In-silico cross-contamination affects inference of genetic relationships in Saccharomyces cerevisiae


Authors:
Audrey Ward 1; Eduardo Scopel 2 ; Brent Shuman 3 ; Michelle Momany 3; Douda Bensasson 1,2,3

Affiliations:
1) University of Georgia; 2) Institute of Bioinformatics, University of Georgia, Athens, GA ; 3) Department of Plant Biology, University of Georgia, Athens, GA

Keywords:
Phylogenetics, Macroevolution, and Biogeography

Population genetic analysis depends on the quality of whole genome sequences. Contamination of sequence data may occur in vitro prior to sequencing or in silico during multiplex sequencing as a result of cross-contamination or barcoding issues. Testing for interspecies contamination is common practice. In contrast, identification and prevention of within-species contamination is more difficult. To test the effects of contamination on genome analyses, we contaminated short read genome data of Saccharomyces cerevisiae in silico with genome data from another S. cerevisiae strain. We repeated the contamination experiment using strains with varying degrees of relatedness and ploidies, in addition to varying level of cross-contamination along a range from 0 to 50%. Using a standard base calling pipeline, we found that cross contaminated genomes appeared to produce good quality genome-wide data.
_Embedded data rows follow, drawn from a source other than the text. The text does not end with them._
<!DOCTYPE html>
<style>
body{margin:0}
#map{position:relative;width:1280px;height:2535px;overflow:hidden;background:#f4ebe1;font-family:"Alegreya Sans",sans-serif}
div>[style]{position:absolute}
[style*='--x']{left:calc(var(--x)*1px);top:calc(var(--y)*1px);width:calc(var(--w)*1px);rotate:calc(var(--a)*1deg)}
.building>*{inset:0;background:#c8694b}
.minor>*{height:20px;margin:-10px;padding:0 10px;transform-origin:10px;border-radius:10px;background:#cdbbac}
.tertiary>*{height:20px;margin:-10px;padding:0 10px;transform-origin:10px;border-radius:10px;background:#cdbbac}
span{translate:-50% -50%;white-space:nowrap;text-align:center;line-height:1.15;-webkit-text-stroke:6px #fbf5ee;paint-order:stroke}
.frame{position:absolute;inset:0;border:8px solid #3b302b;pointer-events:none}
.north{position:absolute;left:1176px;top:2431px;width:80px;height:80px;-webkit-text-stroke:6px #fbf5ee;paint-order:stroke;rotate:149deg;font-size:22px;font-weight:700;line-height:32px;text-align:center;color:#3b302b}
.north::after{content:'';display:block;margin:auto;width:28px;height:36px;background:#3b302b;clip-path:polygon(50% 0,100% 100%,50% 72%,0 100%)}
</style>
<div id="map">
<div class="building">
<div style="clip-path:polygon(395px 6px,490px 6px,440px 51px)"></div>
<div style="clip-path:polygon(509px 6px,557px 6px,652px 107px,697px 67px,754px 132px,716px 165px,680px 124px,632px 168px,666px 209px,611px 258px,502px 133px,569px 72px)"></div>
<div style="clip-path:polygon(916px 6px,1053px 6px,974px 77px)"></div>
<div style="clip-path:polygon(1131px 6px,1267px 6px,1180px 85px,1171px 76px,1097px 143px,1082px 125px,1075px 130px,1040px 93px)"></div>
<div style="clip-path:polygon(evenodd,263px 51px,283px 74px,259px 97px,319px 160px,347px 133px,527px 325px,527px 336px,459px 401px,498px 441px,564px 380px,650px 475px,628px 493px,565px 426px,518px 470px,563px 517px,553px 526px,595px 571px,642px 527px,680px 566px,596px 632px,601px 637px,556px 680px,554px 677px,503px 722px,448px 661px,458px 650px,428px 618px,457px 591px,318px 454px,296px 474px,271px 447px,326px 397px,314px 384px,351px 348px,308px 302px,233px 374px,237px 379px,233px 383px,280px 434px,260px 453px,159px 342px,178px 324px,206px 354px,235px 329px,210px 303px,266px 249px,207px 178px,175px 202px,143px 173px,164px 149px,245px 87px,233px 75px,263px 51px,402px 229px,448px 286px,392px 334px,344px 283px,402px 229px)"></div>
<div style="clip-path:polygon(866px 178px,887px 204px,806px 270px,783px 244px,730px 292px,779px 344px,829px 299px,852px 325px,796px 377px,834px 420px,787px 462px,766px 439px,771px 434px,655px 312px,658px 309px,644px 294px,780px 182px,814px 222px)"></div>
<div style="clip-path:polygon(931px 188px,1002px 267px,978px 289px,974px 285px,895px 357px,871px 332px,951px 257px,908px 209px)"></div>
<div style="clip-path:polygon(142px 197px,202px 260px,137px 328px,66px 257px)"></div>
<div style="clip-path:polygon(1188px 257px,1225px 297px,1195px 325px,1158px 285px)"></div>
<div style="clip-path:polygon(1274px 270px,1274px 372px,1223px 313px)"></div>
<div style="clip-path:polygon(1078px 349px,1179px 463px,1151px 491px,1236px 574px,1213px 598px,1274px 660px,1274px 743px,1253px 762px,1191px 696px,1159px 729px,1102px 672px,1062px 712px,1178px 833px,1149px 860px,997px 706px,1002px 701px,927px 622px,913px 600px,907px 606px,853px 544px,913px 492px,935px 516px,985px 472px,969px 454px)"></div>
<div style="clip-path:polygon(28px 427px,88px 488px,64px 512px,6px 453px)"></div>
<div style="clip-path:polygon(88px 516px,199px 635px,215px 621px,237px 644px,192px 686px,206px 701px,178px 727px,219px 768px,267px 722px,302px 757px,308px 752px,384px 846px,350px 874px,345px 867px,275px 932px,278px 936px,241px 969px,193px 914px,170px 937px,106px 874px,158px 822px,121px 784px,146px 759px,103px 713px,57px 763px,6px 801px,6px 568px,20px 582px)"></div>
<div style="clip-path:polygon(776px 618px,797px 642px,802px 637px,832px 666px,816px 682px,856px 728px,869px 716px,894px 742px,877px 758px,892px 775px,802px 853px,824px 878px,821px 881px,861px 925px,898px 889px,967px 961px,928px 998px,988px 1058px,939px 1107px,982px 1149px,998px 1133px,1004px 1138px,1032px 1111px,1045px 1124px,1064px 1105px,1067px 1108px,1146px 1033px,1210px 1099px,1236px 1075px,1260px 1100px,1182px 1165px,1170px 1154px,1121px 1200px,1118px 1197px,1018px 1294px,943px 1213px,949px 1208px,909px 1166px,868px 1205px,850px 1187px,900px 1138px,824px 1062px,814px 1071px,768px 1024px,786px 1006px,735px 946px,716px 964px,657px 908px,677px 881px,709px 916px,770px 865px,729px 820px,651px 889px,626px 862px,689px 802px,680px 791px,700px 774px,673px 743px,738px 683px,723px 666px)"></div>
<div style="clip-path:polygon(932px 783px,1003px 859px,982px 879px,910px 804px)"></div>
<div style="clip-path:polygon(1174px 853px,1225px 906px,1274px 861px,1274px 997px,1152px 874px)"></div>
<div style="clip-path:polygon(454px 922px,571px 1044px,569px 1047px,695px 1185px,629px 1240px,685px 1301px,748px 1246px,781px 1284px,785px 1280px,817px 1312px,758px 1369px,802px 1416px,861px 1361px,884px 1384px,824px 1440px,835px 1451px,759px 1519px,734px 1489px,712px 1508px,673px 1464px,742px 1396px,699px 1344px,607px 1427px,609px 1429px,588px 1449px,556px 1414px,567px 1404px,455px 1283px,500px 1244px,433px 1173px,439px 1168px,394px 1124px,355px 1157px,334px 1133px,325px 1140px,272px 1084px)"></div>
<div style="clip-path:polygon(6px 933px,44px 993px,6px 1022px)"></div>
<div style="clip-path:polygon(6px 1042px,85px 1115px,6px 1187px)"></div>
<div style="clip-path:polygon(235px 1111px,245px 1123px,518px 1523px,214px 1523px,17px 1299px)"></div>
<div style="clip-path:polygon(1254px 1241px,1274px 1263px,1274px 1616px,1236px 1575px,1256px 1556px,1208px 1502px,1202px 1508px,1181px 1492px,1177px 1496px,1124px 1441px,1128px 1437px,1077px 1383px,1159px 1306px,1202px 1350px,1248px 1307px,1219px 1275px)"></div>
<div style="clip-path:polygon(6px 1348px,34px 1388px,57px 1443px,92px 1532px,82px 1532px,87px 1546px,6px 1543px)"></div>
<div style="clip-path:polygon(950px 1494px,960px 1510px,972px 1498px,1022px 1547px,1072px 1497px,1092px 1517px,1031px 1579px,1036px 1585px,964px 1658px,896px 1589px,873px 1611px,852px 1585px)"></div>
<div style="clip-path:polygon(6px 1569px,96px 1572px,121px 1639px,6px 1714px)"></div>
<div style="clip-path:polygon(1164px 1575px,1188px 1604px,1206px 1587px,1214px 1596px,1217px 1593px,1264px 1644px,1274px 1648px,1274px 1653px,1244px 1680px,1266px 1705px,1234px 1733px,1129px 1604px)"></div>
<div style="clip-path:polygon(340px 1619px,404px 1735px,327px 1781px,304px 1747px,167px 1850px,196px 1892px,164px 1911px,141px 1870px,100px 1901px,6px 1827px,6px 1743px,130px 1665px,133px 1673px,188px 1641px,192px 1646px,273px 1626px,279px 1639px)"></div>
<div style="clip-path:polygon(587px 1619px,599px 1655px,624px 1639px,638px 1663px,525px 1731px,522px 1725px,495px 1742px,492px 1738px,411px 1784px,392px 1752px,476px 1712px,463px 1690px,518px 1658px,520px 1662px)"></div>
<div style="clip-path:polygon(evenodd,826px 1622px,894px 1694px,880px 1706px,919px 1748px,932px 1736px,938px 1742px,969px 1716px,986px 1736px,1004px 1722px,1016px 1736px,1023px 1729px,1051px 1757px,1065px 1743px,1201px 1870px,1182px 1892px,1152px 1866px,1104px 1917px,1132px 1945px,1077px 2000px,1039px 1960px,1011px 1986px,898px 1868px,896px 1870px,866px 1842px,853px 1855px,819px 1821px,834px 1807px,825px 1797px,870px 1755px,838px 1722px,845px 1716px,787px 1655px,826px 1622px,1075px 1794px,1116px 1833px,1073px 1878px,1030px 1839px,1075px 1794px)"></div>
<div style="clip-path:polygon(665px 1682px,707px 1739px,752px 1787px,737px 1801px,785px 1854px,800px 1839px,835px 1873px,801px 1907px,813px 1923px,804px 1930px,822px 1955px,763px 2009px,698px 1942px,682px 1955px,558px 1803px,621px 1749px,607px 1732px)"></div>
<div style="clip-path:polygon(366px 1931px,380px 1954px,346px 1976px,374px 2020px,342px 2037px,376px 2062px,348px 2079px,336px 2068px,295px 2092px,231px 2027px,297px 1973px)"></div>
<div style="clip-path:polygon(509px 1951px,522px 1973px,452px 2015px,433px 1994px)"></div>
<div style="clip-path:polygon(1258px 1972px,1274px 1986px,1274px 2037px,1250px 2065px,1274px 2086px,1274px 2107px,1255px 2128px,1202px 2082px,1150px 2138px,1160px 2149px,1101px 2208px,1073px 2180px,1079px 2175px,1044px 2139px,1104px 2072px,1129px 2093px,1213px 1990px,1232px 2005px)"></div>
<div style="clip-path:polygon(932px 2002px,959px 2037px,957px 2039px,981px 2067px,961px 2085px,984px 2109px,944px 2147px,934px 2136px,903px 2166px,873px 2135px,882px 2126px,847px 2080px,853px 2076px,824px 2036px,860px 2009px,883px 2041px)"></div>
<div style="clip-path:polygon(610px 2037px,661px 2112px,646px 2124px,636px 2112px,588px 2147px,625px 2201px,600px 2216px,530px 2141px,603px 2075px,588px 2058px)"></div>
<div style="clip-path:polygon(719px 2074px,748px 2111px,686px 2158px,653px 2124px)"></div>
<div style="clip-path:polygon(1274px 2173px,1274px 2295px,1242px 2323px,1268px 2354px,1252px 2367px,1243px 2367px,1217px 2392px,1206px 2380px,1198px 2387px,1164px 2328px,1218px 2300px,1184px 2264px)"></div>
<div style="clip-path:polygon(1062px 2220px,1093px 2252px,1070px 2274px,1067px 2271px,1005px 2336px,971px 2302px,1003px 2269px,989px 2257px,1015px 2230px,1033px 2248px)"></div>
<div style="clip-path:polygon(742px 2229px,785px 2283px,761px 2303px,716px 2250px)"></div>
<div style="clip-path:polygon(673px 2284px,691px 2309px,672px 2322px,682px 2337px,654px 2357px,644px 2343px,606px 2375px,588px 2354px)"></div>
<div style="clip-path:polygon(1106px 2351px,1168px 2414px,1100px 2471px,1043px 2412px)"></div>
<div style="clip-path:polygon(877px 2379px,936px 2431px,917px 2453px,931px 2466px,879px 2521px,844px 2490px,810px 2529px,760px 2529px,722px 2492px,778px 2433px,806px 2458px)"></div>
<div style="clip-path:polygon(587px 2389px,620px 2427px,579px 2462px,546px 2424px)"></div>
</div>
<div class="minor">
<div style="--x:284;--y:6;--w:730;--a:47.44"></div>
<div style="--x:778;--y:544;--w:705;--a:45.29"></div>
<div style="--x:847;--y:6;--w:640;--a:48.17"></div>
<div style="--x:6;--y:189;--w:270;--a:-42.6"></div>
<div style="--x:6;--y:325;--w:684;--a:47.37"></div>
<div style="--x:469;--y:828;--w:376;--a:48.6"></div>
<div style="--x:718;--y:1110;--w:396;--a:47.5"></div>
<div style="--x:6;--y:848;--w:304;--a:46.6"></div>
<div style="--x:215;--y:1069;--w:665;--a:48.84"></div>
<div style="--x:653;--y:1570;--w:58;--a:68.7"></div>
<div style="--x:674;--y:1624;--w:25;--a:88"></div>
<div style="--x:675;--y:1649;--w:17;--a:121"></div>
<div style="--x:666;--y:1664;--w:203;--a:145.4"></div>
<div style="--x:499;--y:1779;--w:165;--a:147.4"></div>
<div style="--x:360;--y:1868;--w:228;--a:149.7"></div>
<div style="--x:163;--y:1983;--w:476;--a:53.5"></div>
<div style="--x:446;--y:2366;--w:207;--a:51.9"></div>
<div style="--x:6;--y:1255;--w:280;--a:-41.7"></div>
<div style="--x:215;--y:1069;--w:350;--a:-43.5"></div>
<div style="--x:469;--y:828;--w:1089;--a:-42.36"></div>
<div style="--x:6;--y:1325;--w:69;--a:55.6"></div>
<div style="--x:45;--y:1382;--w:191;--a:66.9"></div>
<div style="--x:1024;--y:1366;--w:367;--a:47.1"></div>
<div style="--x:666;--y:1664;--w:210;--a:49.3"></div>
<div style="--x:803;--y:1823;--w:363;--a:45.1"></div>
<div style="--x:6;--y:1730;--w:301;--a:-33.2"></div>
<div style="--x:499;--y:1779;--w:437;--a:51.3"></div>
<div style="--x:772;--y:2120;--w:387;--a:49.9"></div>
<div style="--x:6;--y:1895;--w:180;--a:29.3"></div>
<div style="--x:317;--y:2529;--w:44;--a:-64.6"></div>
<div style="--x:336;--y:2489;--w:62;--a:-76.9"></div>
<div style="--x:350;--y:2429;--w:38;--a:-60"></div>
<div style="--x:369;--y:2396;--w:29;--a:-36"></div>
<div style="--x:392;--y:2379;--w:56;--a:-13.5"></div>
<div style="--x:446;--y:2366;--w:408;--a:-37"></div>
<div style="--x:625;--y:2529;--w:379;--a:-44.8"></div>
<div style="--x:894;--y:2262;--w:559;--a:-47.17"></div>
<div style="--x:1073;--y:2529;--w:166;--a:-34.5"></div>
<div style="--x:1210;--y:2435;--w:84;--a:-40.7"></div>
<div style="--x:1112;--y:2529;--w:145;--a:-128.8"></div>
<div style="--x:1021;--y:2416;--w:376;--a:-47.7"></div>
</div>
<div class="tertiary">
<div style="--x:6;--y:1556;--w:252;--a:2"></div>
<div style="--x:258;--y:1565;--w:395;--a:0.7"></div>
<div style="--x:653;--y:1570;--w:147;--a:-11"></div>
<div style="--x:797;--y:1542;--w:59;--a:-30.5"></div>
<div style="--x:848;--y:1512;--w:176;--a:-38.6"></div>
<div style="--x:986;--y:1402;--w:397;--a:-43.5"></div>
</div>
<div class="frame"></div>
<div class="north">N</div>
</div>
Past studies estimated relationships among S. cerevisiae lineages using maximum likelihood trees inferred from whole-genome data after excluding strains showing recent admixture. We similarly estimated trees that include single simulated cross-contaminated genomes to assess if within-species contamination affects the inference of their genetic relationships. We found that between 5 and 10% contamination is enough to significantly change tree topologies, making contaminated strains look like hybrids in maximum likelihood trees. These results suggest that even low levels of contamination significantly change trees and may lead to misunderstanding of evolutionary relationships within species.